My Mac's screenshot colors were off and I was terribly confused. I found this question and started investigating.
Summary
Use the display color profile sRGB IEC61966-2.1
when you want to take screenshots.
How I debugged it
I created an image using GIMP that had a section of yellow RGB(255, 255, 0) and inspected it with the "Digital Color Meter" MacOS app. I thought the Chrome browser's color picker was acting kind of strange so avoided it.

Notice 3 things:
- On the left, the color information of the file is not present.
- Top right, you see the color meter show RGB(255, 255, 0). This is the color value that will end up in your screenshot file.
- On the bottom, the monitor profile is set to sRGB IEC61966-2.1. This was the only profile that I found gave me accurate screenshots.
Compare that with the readings when I activate other color profiles.
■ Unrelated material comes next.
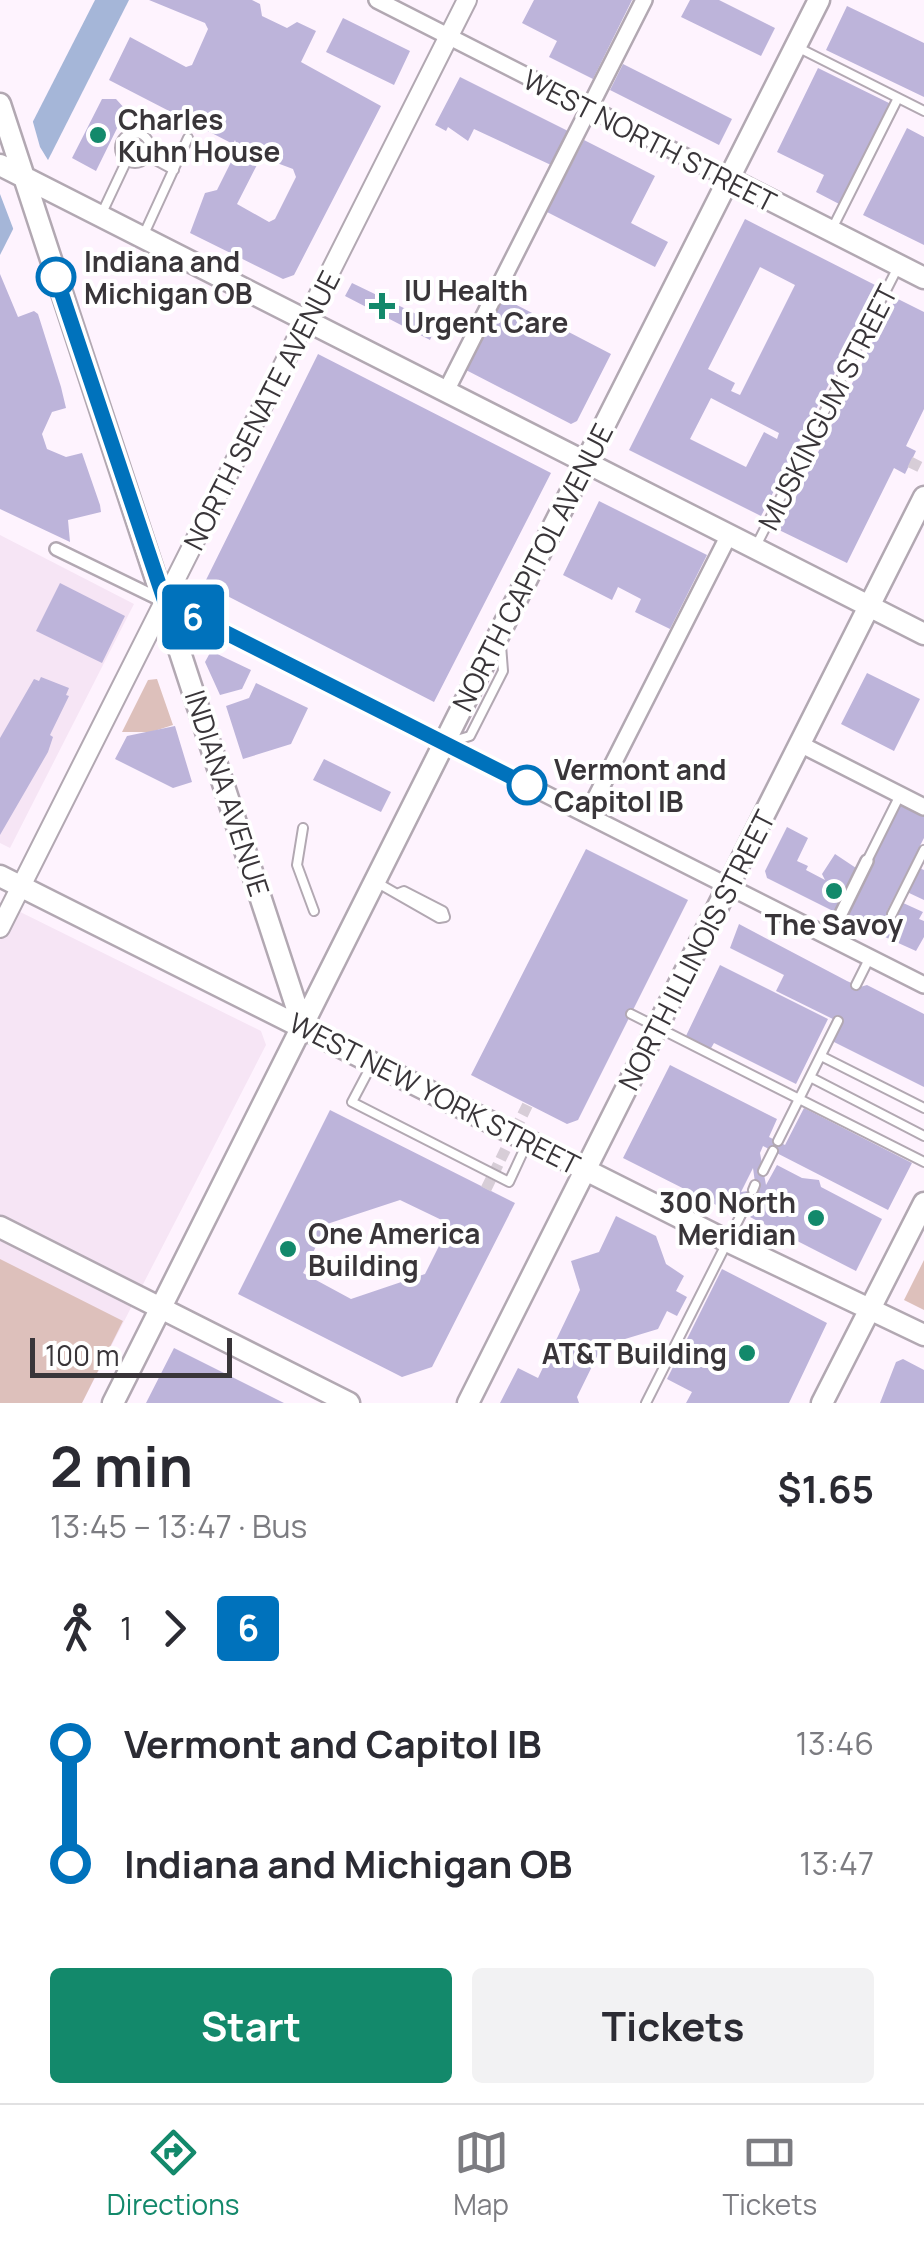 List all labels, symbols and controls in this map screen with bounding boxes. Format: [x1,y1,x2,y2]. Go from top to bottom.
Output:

The following Color LCD
profile shows RGB(255, 253, 84) on the color meter. This was the default color profile, and although it might not be obvious on your screen, on mine it made the strong yellows look whiter, more like a banana. The worst part was that I just couldn't figure out which colors were the underlying real colors by analyzing screenshots.

The Generic RGB profile shows RGB(255, 255, 11) on the color meter.
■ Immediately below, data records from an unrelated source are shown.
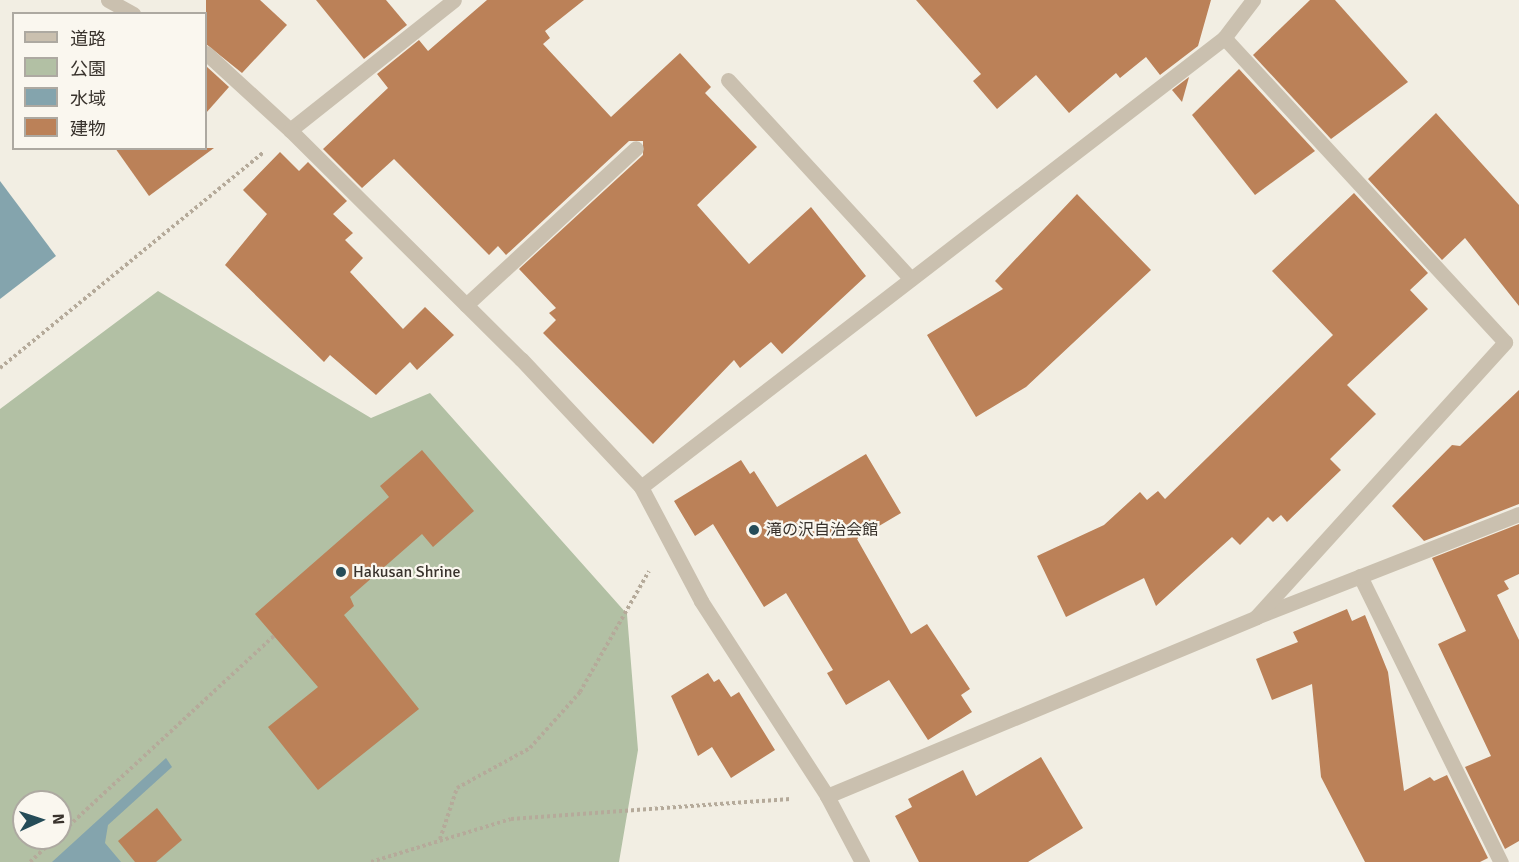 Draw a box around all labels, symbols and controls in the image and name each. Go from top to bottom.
legend [12,12,207,150]
text: 道路 [70,28,106,50]
text: 公園 [70,58,106,80]
text: 水域 [70,88,106,110]
text: 建物 [70,118,106,140]
place label: 滝の沢自治会館 [766,520,878,540]
marker: 滝の沢自治会館 [747,523,761,537]
place label: Hakusan Shrine [353,562,461,582]
marker: Hakusan Shrine [334,565,348,579]
north arrow [12,790,72,850]
text: N [48,813,68,825]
Answering the original question
I believe the answer is no, though you could develop a method. You can't have a color profile and take non-color-corrected screenshots. Looking at the MacOS APIs for capturing the screen:
There doesn't seem to be a parameter that would allow ignoring the display color correction. What you could do is implement a tool that:
- Sets the color profile to sRGB IEC61966-2.1 by using
CMSetSystemProfile
- Takes a screenshot
- Then sets the profile back to whatever color profile was active earlier.
Also, there might be other APIs I'm unaware of.
Here's my original test png:

Image embedded color profiles complicate things
If I take a screenshot when the Color LCD
profile is active, the Color LCD
profile is saved in the screenshot metadata. So even when I open that screenshot later when the sRGB IEC61966-2.1
profile is active, it's only slightly color-distorted to RGB(254, 255, 0), but some apps disregard the attached color profile, like the website photopea.com which will cause dramatically incorrect colors RGB(255, 254, 84).
This investigation was really confusing. Hopefully folks that read this get slightly less confused.